### GIVEN RECORDS
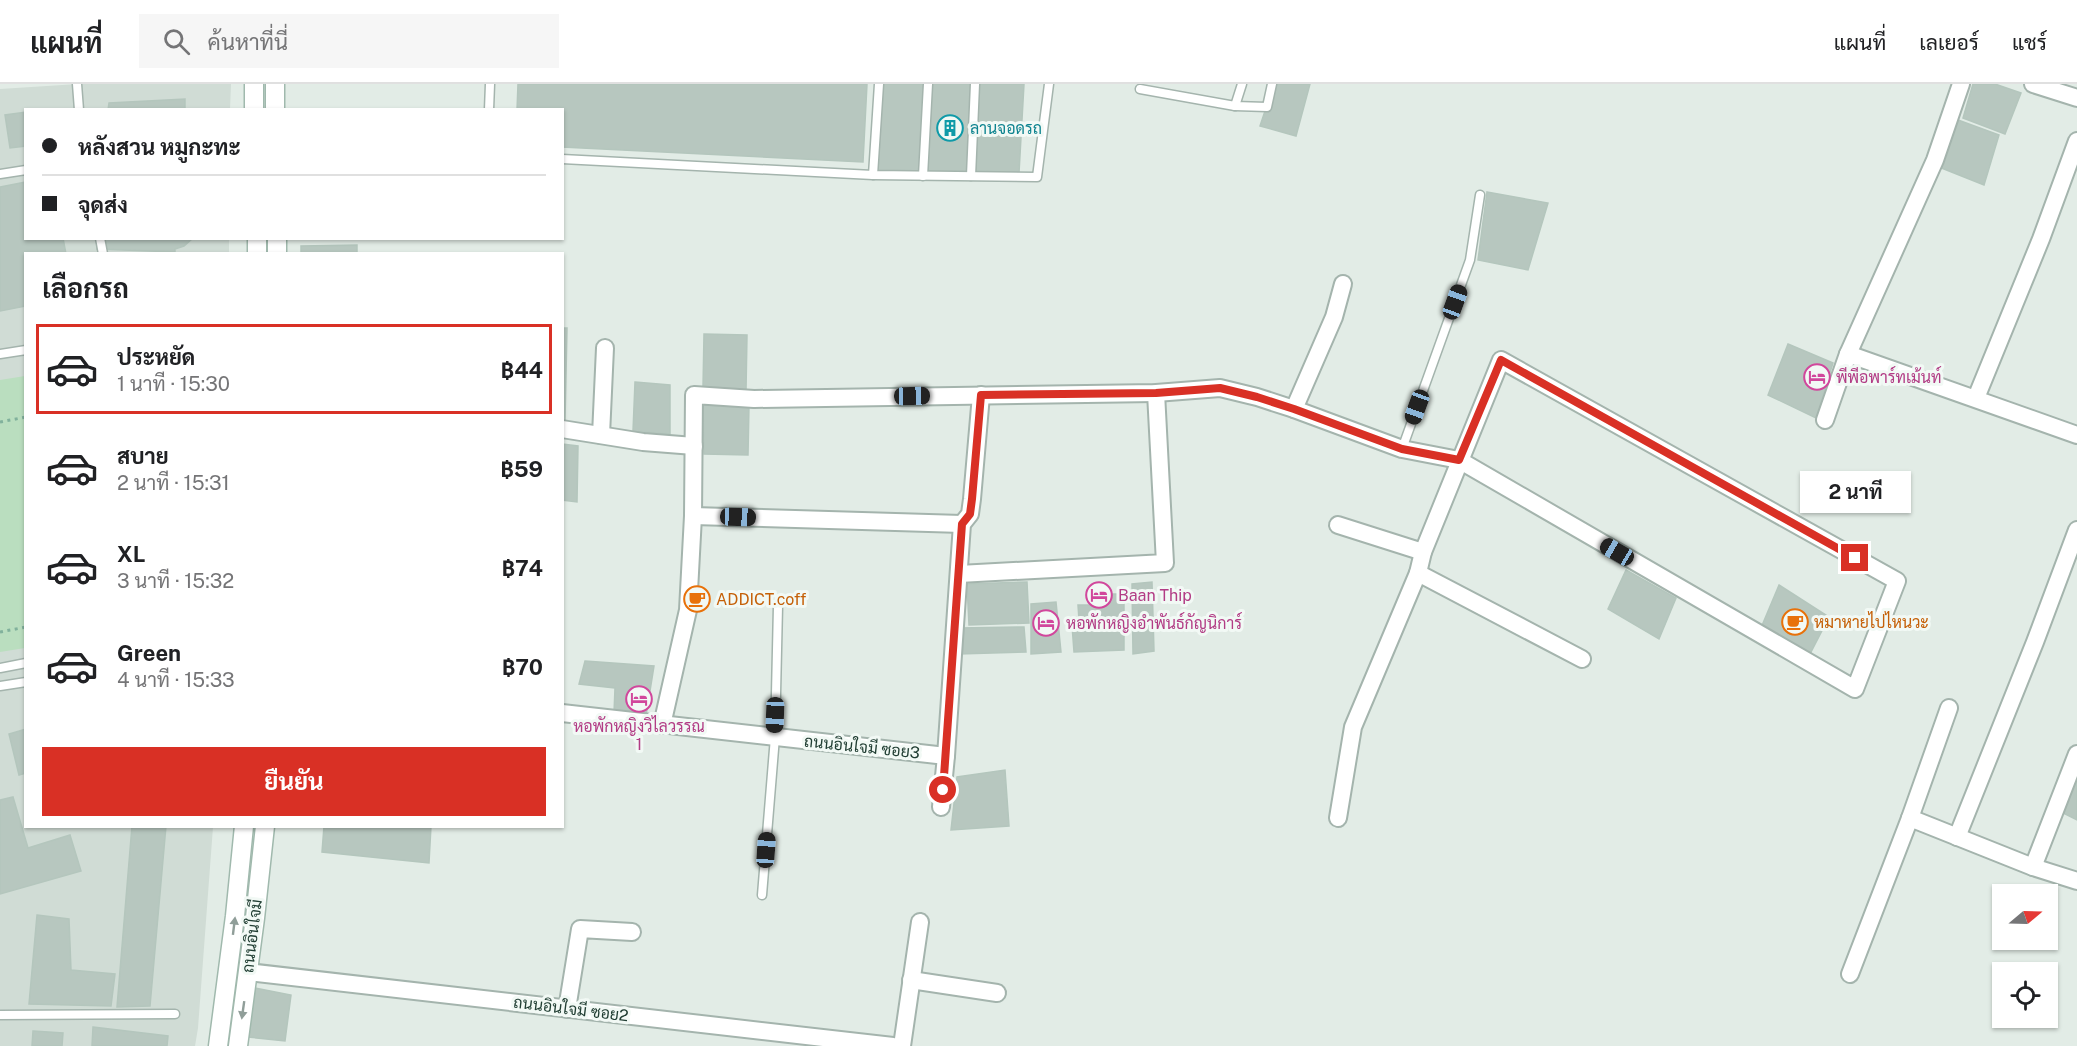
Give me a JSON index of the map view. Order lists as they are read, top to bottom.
{
  "streets": {
    "main road": ["ถนนอินใจมี"],
    "street": ["ถนนอินใจมี ซอย3", "ถนนอินใจมี ซอย2"]
  },
  "crossings": [
    ["ถนนอินใจมี", "ถนนอินใจมี ซอย2"]
  ],
  "places": {
    "building": ["ลานจอดรถ"],
    "hotel": [
      "พีพีอพาร์ทเม้นท์",
      "Baan Thip",
      "หอพักหญิงอำพันธ์กัญนิการ์",
      "หอพักหญิงวิไลวรรณ 1"
    ],
    "cafe": ["ADDICT.coff", "หมาหายไปไหนวะ"]
  },
  "north": "right",
  "page": {
    "header": "แผนที่",
    "search": "ค้นหาที่นี่",
    "nav": ["แผนที่", "เลเยอร์", "แชร์"],
    "banner": ["หลังสวน หมูกะทะ", "จุดส่ง"],
    "heading": "เลือกรถ",
    "list": [
      {
        "name": "ประหยัด",
        "note": "1 นาที · 15:30",
        "value": "฿44"
      },
      {
        "name": "สบาย",
        "note": "2 นาที · 15:31",
        "value": "฿59"
      },
      {
        "name": "XL",
        "note": "3 นาที · 15:32",
        "value": "฿74"
      },
      {
        "name": "Green",
        "note": "4 นาที · 15:33",
        "value": "฿70"
      }
    ],
    "bubble": "2 นาที",
    "buttons": "ยืนยัน"
  }
}
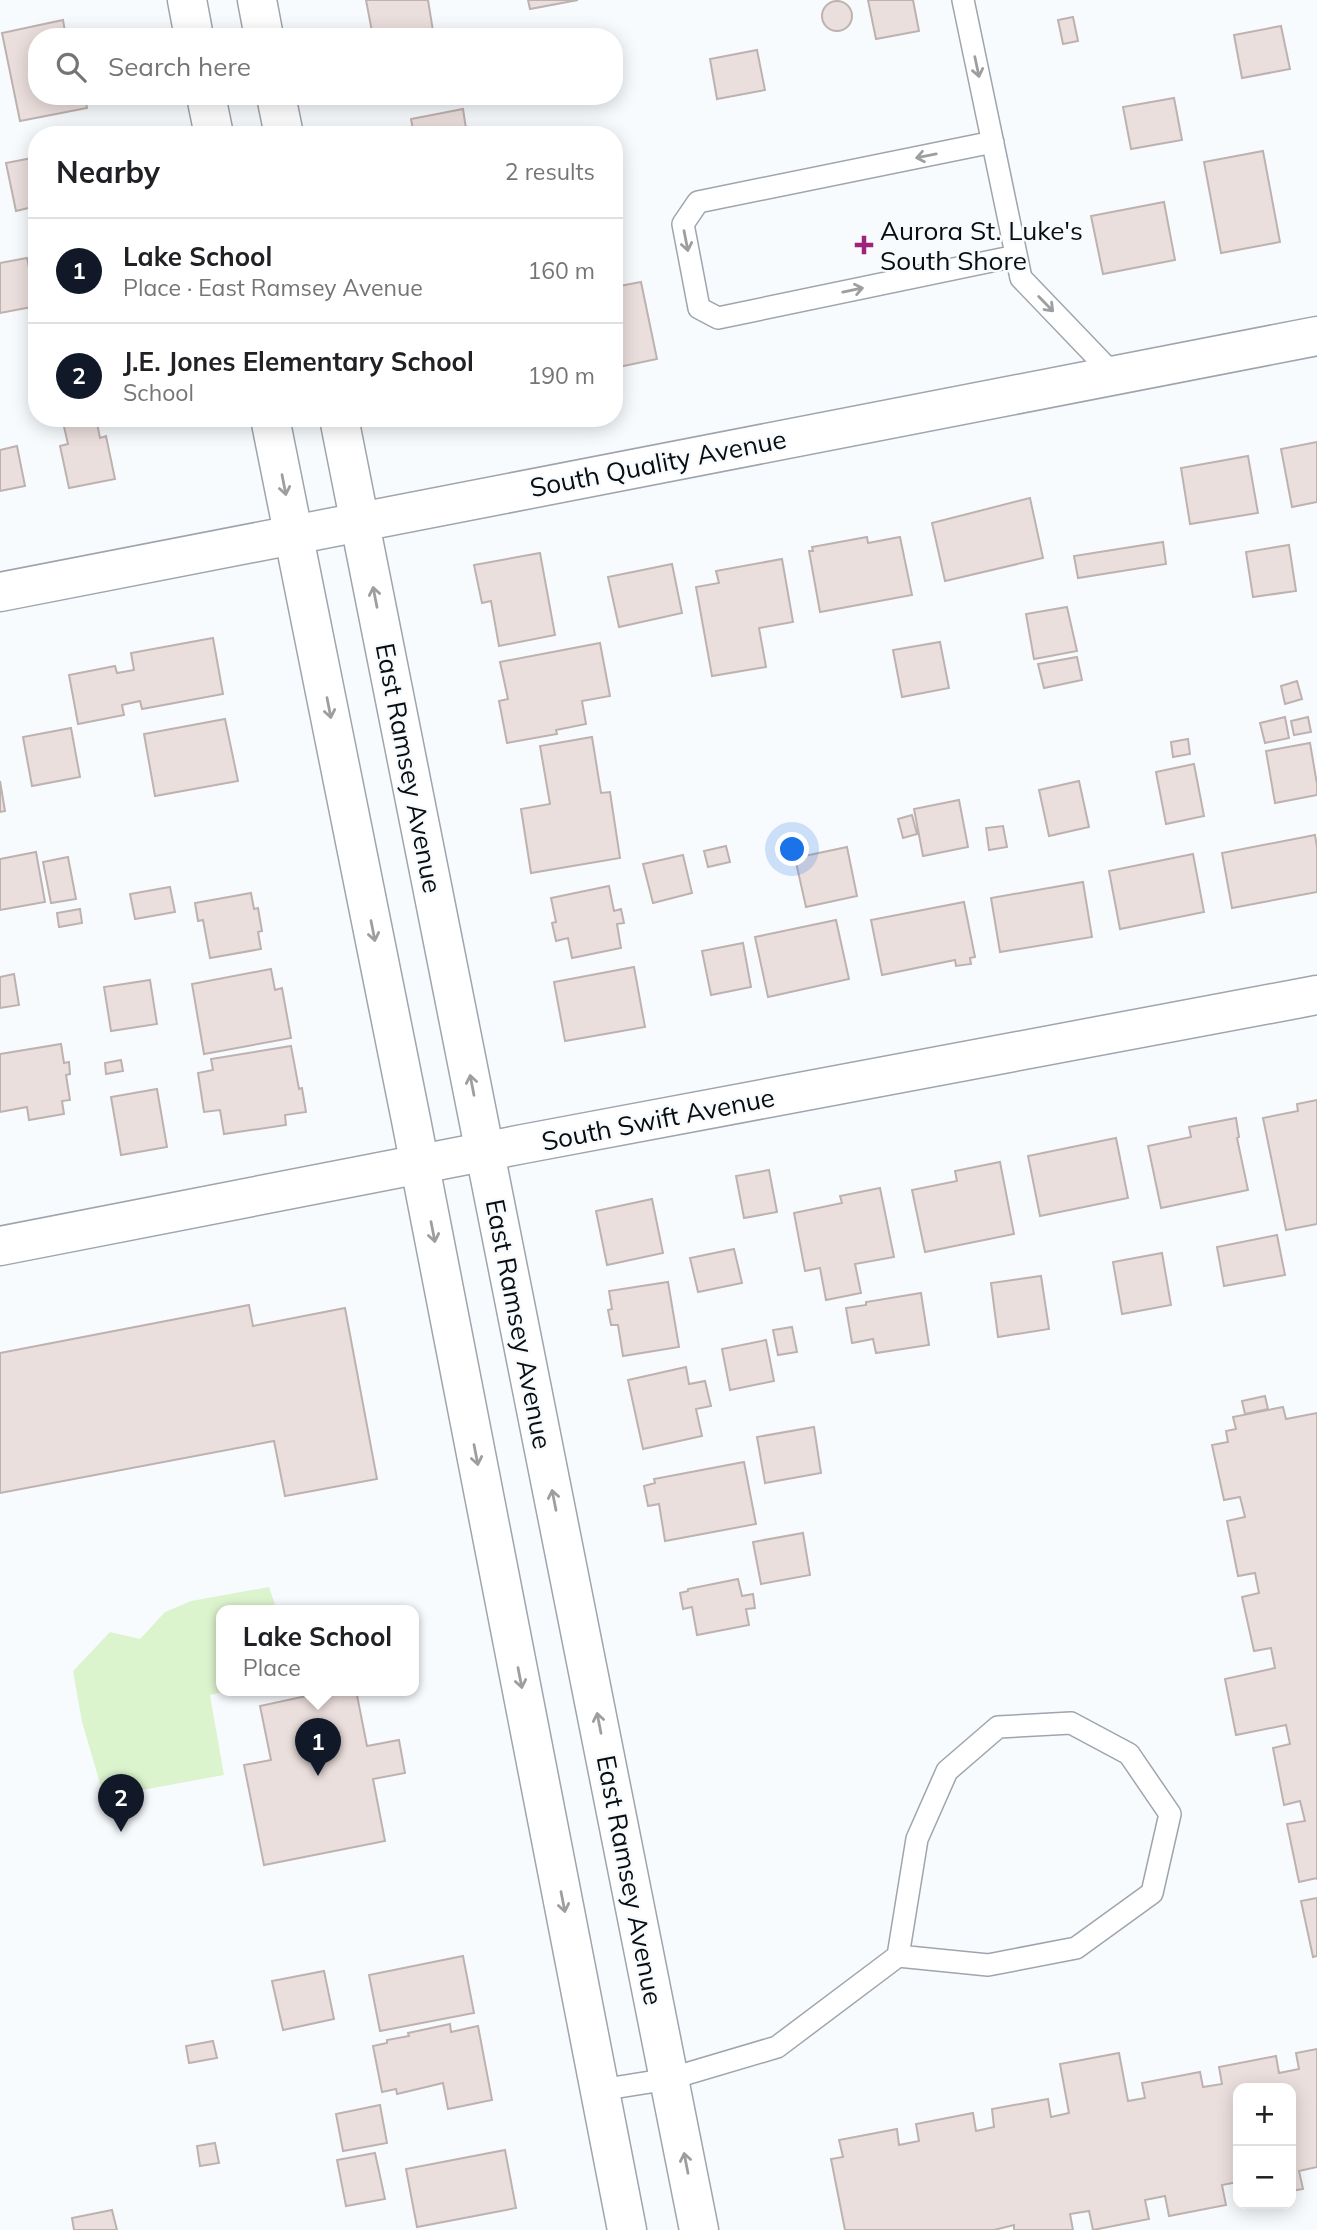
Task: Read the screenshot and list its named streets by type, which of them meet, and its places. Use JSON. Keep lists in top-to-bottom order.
{
  "streets": {
    "street": ["South Quality Avenue", "East Ramsey Avenue", "South Swift Avenue"]
  },
  "crossings": [
    ["South Quality Avenue", "East Ramsey Avenue"],
    ["East Ramsey Avenue", "South Swift Avenue"]
  ],
  "places": {
    "health": ["Aurora St. Luke's South Shore"]
  },
  "page": {
    "search": "Search here",
    "heading": ["Nearby", "2 results"],
    "list": [
      {
        "mark": "1",
        "name": "Lake School",
        "note": "Place · East Ramsey Avenue",
        "value": "160 m"
      },
      {
        "mark": "2",
        "name": "J.E. Jones Elementary School",
        "note": "School",
        "value": "190 m"
      }
    ],
    "popup": ["Lake School", "Place"],
    "pins": ["1", "2"],
    "map_buttons": ["+", "−"]
  }
}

### ACTION ITEM
Set the material down exactly, images excluded.

### REPLY TO THE TASK
Give me a JSON index of the map view. Order lists as they are read, top to bottom.
{
  "streets": {
    "main road": ["ถนนอินใจมี"],
    "street": ["ถนนอินใจมี ซอย3", "ถนนอินใจมี ซอย2"]
  },
  "crossings": [
    ["ถนนอินใจมี", "ถนนอินใจมี ซอย2"]
  ],
  "places": {
    "building": ["ลานจอดรถ"],
    "hotel": [
      "พีพีอพาร์ทเม้นท์",
      "Baan Thip",
      "หอพักหญิงอำพันธ์กัญนิการ์",
      "หอพักหญิงวิไลวรรณ 1"
    ],
    "cafe": ["ADDICT.coff", "หมาหายไปไหนวะ"]
  },
  "north": "right",
  "page": {
    "header": "แผนที่",
    "search": "ค้นหาที่นี่",
    "nav": ["แผนที่", "เลเยอร์", "แชร์"],
    "banner": ["หลังสวน หมูกะทะ", "จุดส่ง"],
    "heading": "เลือกรถ",
    "list": [
      {
        "name": "ประหยัด",
        "note": "1 นาที · 15:30",
        "value": "฿44"
      },
      {
        "name": "สบาย",
        "note": "2 นาที · 15:31",
        "value": "฿59"
      },
      {
        "name": "XL",
        "note": "3 นาที · 15:32",
        "value": "฿74"
      },
      {
        "name": "Green",
        "note": "4 นาที · 15:33",
        "value": "฿70"
      }
    ],
    "bubble": "2 นาที",
    "buttons": "ยืนยัน"
  }
}
Task: Read the screenshot and list its named streets by type, which of them meet, and its places. Use JSON. Keep lists in top-to-bottom order.
{
  "streets": {
    "street": ["South Quality Avenue", "East Ramsey Avenue", "South Swift Avenue"]
  },
  "crossings": [
    ["South Quality Avenue", "East Ramsey Avenue"],
    ["East Ramsey Avenue", "South Swift Avenue"]
  ],
  "places": {
    "health": ["Aurora St. Luke's South Shore"]
  },
  "page": {
    "search": "Search here",
    "heading": ["Nearby", "2 results"],
    "list": [
      {
        "mark": "1",
        "name": "Lake School",
        "note": "Place · East Ramsey Avenue",
        "value": "160 m"
      },
      {
        "mark": "2",
        "name": "J.E. Jones Elementary School",
        "note": "School",
        "value": "190 m"
      }
    ],
    "popup": ["Lake School", "Place"],
    "pins": ["1", "2"],
    "map_buttons": ["+", "−"]
  }
}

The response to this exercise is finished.